Так протекали дни. Брежнев, казалось, будет жить вечно. Про коммунизм еще говорили, но уже никто о нем всерьез не думал, изо всех сил укрепляли социализм, который как-то накренился. Было чувство, что страна надорвалась и теперь тихо лежит на боку. Перебои в снабжении, голые полки магазинов питали устное народное творчество в виде анекдотов. Типа приходит мужик в рыбный магазин и спрашивает: «Мясо есть?», а ему отвечают: «Мяса нет в магазине напротив, а у нас рыбы нет». Рассказывали анекдоты везде: в магазинных очередях, в заводских столовых и на трамвайных остановках. Репрессий не опасались. Всех не пересажаешь. Но анекдоты – это для души. Для тела же были «толкучки» и «барахолки», где можно было купить все, что нужно, красивое, удобное и вкусное, но совсем по другим ценам, которые отличались от государственных, как великан от пигмея.
Маруся к тому времени окончила школу и поступила в институт, конечно же, химико-технологический, как и положено прогрессивно мыслящей девушке. Пошла по стопам отца, что намекало на зарождение трудовой династии, что идеологически приветствовалось.
На тот период ее жизнь складывалась так интересно, что не вмещала в себя жизнь родителей. Подобно ракете, которая, набрав высоту, отделяется от своих ступеней, Маруся отделялась и отдалялась от родителей, приходя домой только ночевать. Впрочем, ночевать ей хотелось совсем в другом месте. Распластавшись на своей одноместной кровати, Маруся представляла себя рядом с Семеном, комсоргом их курса, и переживала прелесть воображаемой близости.
Семен был мальчиком из хорошей семьи. Под «хорошей семьей» понимались вовсе не теплые отношения между домочадцами, а положение родителей в обществе. В этом смысле он был из очень-очень хорошей семьи. Из семьи, можно сказать, самой высокой пробы. Папа Семена был генералом МВД, что гарантировало достаток в доме, чистые руки и незапятнанную совесть. Мало кто из советских людей имел такой набор достоинств.
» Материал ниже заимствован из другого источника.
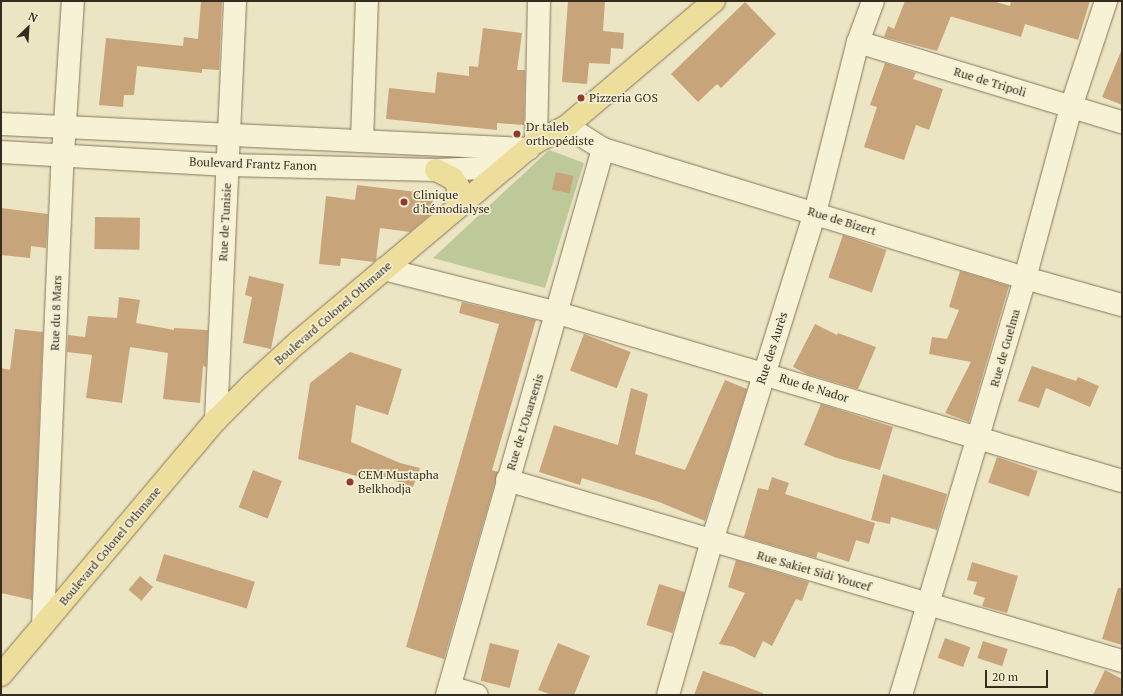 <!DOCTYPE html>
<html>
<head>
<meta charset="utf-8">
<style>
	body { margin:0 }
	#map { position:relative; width:1123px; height:696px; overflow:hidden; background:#ece5c3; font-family:"PT Serif",serif }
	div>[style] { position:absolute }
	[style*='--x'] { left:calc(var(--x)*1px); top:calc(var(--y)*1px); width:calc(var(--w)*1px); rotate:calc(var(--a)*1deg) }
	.green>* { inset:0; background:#bdc998 }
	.building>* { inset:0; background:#c8a47b; transform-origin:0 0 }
	.roads { filter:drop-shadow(0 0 1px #85765b) drop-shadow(0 0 1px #85765b) }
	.street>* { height:22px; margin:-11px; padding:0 11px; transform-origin:11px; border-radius:11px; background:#f7f1d6 }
	.primary>* { height:22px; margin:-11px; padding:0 11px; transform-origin:11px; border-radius:11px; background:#edde9c }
	.dots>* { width:11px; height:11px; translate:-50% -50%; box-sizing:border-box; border:2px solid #f4eed2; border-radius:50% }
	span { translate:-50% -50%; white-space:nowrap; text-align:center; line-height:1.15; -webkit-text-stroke:3.5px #f4eed2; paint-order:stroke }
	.street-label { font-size:12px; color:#362c1e }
	.poi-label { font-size:12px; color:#362c1e }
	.left { translate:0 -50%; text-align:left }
	.frame { position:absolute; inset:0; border:2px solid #362c1e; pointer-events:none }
	.north { position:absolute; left:8px; top:8px; width:40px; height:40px; -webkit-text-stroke:3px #f4eed2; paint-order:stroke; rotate:25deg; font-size:11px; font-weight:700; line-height:16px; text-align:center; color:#362c1e }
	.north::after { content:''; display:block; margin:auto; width:14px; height:18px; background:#362c1e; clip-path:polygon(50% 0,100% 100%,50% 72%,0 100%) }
	.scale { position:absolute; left:985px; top:670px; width:63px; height:18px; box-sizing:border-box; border:2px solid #362c1e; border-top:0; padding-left:5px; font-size:12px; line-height:14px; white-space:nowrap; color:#362c1e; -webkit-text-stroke:3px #f4eed2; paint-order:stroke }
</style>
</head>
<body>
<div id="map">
	<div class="green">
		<i style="clip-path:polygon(549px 150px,584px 163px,545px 288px,433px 258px)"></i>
	</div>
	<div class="building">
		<i style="clip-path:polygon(201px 1px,222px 1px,219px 70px,202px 69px,202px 73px,137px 66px,134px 95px,124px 95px,123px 107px,99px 105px,106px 38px,183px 46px,184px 37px,198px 39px)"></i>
		<i style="clip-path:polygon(568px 1px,605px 1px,603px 31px,624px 33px,623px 49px,611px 48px,610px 64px,589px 63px,587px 84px,562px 82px)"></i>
		<i style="clip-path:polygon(905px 1px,993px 1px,1010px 6px,1011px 1px,1090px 1px,1078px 40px,1025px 24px,1021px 37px,946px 15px,951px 16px,937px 51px,884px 37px,888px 26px,894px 29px)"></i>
		<i style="clip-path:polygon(745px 2px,776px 34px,721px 88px,717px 84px,698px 102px,671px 74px)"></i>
		<i style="clip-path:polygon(483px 28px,522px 33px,517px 70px,525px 70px,524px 125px,497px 123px,497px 130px,386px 119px,389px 88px,435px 93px,437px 72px,469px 76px,469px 66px,478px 67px)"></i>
		<i style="clip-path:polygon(1122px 49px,1122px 105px,1102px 97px)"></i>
		<i style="clip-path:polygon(885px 63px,916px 73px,913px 79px,943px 89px,929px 130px,916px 125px,904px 160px,864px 147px,877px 107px,870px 105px)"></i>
		<i style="left:556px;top:172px;width:18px;height:18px;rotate:13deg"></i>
		<i style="clip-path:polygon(357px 185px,434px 194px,432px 213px,410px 232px,380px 228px,376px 260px,374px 262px,341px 258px,340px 266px,319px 264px,326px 196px,355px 200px)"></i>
		<i style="clip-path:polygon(1px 208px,48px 214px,46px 248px,31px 246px,30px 258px,1px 255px)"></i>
		<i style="left:95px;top:217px;width:45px;height:32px;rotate:1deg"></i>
		<i style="left:843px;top:235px;width:46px;height:45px;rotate:19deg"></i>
		<i style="clip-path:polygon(960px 271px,1009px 286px,969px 422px,945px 413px,971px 362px,929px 354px,932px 337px,947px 339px,959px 310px,949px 307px)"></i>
		<i style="clip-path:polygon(249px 276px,284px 284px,271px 349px,243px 343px,252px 297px,245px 295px)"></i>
		<i style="clip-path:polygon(119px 297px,140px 300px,136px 323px,174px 330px,174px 328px,208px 330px,206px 367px,203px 366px,200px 403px,163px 399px,168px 353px,130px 347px,122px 403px,86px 398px,92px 355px,67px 352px,68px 335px,85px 337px,88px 316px,117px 318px)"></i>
		<i style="clip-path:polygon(462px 302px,536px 320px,492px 470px,498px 472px,444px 659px,406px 647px,499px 324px,459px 313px)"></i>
		<i style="clip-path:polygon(815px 324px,837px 335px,838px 333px,876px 347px,858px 389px,807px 374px,793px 367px)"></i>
		<i style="clip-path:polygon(15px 329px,43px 332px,32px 600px,1px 593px,1px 368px,10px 370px)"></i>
		<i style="left:584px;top:334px;width:50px;height:39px;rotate:21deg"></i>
		<i style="clip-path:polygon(350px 352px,402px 369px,388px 415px,356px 405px,351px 442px,400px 463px,420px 468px,413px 487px,372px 473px,370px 480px,298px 459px,310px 383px)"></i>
		<i style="clip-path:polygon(1032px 366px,1076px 381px,1078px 377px,1099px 386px,1090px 407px,1046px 388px,1039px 408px,1018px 401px)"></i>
		<i style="clip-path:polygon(725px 380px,747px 389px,705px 521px,659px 502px,582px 478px,580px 485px,539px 472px,554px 425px,618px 445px,631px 388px,648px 394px,635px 454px,685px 470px)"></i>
		<i style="clip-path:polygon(821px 404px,893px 427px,880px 470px,837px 458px,804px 445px)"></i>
		<i style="left:997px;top:457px;width:43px;height:27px;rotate:19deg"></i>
		<i style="left:253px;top:470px;width:31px;height:40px;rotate:21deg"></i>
		<i style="clip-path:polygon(883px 474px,947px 494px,937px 530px,891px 517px,890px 524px,871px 520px)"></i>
		<i style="clip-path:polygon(772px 477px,789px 483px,785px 494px,875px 523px,869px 544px,856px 540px,849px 562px,818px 552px,816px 558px,744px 537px,758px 488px,768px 490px)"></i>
		<i style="left:164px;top:554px;width:95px;height:28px;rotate:17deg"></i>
		<i style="clip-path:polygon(736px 560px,809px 582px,802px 601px,796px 599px,772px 646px,763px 641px,755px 658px,734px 647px,719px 644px,745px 593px,728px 587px)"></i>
		<i style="clip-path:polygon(972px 562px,1018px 576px,1007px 613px,982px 606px,985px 598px,973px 594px,977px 582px,967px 580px)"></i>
		<i style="left:140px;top:576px;width:17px;height:18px;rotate:40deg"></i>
		<i style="left:659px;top:584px;width:27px;height:43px;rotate:17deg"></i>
		<i style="clip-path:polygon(1118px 588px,1122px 588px,1122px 645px,1102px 639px)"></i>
		<i style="left:945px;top:638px;width:27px;height:21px;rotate:20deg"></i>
		<i style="left:983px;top:641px;width:26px;height:18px;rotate:18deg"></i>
		<i style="left:490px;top:643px;width:30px;height:39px;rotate:14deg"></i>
		<i style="clip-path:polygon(558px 643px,590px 656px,574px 695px,552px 695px,538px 690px)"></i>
		<i style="clip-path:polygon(1105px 670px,1122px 679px,1122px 695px,1093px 695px)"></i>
		<i style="clip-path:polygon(703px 671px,763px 693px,763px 695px,694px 695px)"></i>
	</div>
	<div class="roads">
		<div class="street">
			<i style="--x:858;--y:42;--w:276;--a:16.9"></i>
			<i style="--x:1;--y:124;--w:528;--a:2.72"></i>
			<i style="--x:567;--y:126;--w:43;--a:32.6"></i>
			<i style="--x:603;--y:149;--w:441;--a:17"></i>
			<i style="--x:1025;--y:278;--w:101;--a:15.6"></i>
			<i style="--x:362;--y:141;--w:140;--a:-88"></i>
			<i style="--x:536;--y:142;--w:141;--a:-88.8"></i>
			<i style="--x:1;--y:152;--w:227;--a:3.3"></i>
			<i style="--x:228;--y:165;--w:208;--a:1.4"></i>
			<i style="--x:436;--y:170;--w:70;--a:-2.5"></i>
			<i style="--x:384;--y:269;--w:179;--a:14.2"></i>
			<i style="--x:558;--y:313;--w:588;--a:16.59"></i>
			<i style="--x:216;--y:420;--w:419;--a:-87.4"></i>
			<i style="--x:507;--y:480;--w:641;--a:16.4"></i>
			<i style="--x:43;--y:624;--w:470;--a:-87.6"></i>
			<i style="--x:63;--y:154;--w:153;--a:-86.3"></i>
			<i style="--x:450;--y:687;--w:28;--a:17"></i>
			<i style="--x:447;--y:695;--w:568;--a:-74.05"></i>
			<i style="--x:668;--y:695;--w:160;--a:-74.1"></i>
			<i style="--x:712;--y:541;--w:344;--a:-72.6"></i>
			<i style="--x:815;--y:213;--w:176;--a:-75.9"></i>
			<i style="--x:858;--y:42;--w:44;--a:-69.9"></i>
			<i style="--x:901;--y:695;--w:435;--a:-73.4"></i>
			<i style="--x:1025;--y:278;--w:177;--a:-74.9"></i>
			<i style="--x:1071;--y:107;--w:112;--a:-71.7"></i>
		</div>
		<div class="primary">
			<i style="--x:436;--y:170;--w:18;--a:27"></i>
			<i style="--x:452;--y:178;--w:10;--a:53"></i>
			<i style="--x:458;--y:186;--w:21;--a:90"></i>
			<i style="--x:1;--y:675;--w:334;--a:-49.9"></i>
			<i style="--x:216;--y:420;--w:51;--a:-45"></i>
			<i style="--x:252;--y:384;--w:62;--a:-42.4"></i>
			<i style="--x:298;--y:342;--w:272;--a:-40.1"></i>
			<i style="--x:506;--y:167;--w:39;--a:-40"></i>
			<i style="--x:536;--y:142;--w:35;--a:-27"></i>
			<i style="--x:567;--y:126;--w:193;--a:-40.4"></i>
		</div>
	</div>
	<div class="dots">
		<i style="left:581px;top:98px;background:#91392e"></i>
		<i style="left:517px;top:134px;background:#91392e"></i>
		<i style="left:404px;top:202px;background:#91392e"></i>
		<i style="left:350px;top:482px;background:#91392e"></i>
	</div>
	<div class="street-label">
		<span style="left:990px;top:82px;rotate:17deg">Rue de Tripoli</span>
		<span style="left:253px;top:164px;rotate:2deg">Boulevard Frantz Fanon</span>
		<span style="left:842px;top:221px;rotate:17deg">Rue de Bizert</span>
		<span style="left:225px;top:222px;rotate:-87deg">Rue de Tunisie</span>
		<span style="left:56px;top:313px;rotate:-88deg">Rue du 8 Mars</span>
		<span style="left:333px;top:313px;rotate:-41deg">Boulevard Colonel Othmane</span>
		<span style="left:772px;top:348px;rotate:-72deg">Rue des Aurès</span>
		<span style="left:1005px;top:348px;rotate:-74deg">Rue de Guelma</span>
		<span style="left:814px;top:388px;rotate:17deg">Rue de Nador</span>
		<span style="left:525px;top:422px;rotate:-73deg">Rue de L'Ouarsenis</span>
		<span style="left:110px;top:546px;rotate:-50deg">Boulevard Colonel Othmane</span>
		<span style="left:814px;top:571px;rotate:16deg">Rue Sakiet Sidi Youcef</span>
	</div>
	<div class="poi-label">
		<span class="left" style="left:589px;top:98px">Pizzeria GOS</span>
		<span class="left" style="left:526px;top:134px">Dr taleb<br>orthopédiste</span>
		<span class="left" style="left:413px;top:202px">Clinique<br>d'hémodialyse</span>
		<span class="left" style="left:358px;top:482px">CEM Mustapha<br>Belkhodja</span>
	</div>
	<div class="frame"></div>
	<div class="north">N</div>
	<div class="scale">20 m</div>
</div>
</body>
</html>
Семен ухаживал за Марусей красиво и настойчиво, но сдержанно и ненавязчиво. Он постепенно и дозированно наращивал свое присутствие в ее жизни. Маруся воспринимала предстоящее замужество как естественное продолжение их отношений. Правда, ее немного озадачивало то обстоятельство, что Семен был как-то уж слишком сдержан. Даже когда он говорил о любви, в голосе сохранялась свойственная ему деловитость. Все шло к свадьбе, но шло по четкому графику, как по утвержденному плану. Совместная ночевка, согласно этому графику, была преждевременной. Сын генерала умел держать себя в руках. И Маруся говорила ему за это «спасибо», хотя в душе желала, чтобы он проявлял хоть какие-то признаки несдержанности и безрассудства. Но Семен откладывал симптомы любовной горячки до свадьбы, которая казалась неотвратимым и радостным событием ближайшего будущего. Маруся объясняла это силой воли, видимо, передавшейся по наследству от отца, чекиста с незапятнанной совестью.
А ларчик просто открывался. Для незапланированных радостей души и, главным образом, тела у Семена были девочки в общежитии. Они комсоргу не отказывали. Их широко распахнутые объятия и громкие стенания на продавленных общежитских койках объяснялись не только привлекательностью Семена. Девочки тянулись к лучшей жизни, надеясь через постель попасть в хорошую семью. И в этом была их полная, безоговорочная провинциальность, детская наивность и глупость. Ведь Семен, а тем более его папа не могли допустить мезальянса, это когда, например, дворянин женится на крестьянке. Девочки из разнообразных «урюпинсков» даже не знали, что значит такое слово – «мезальянс». Ведь в газетах оно не использовалось. На газетных просторах все были равны.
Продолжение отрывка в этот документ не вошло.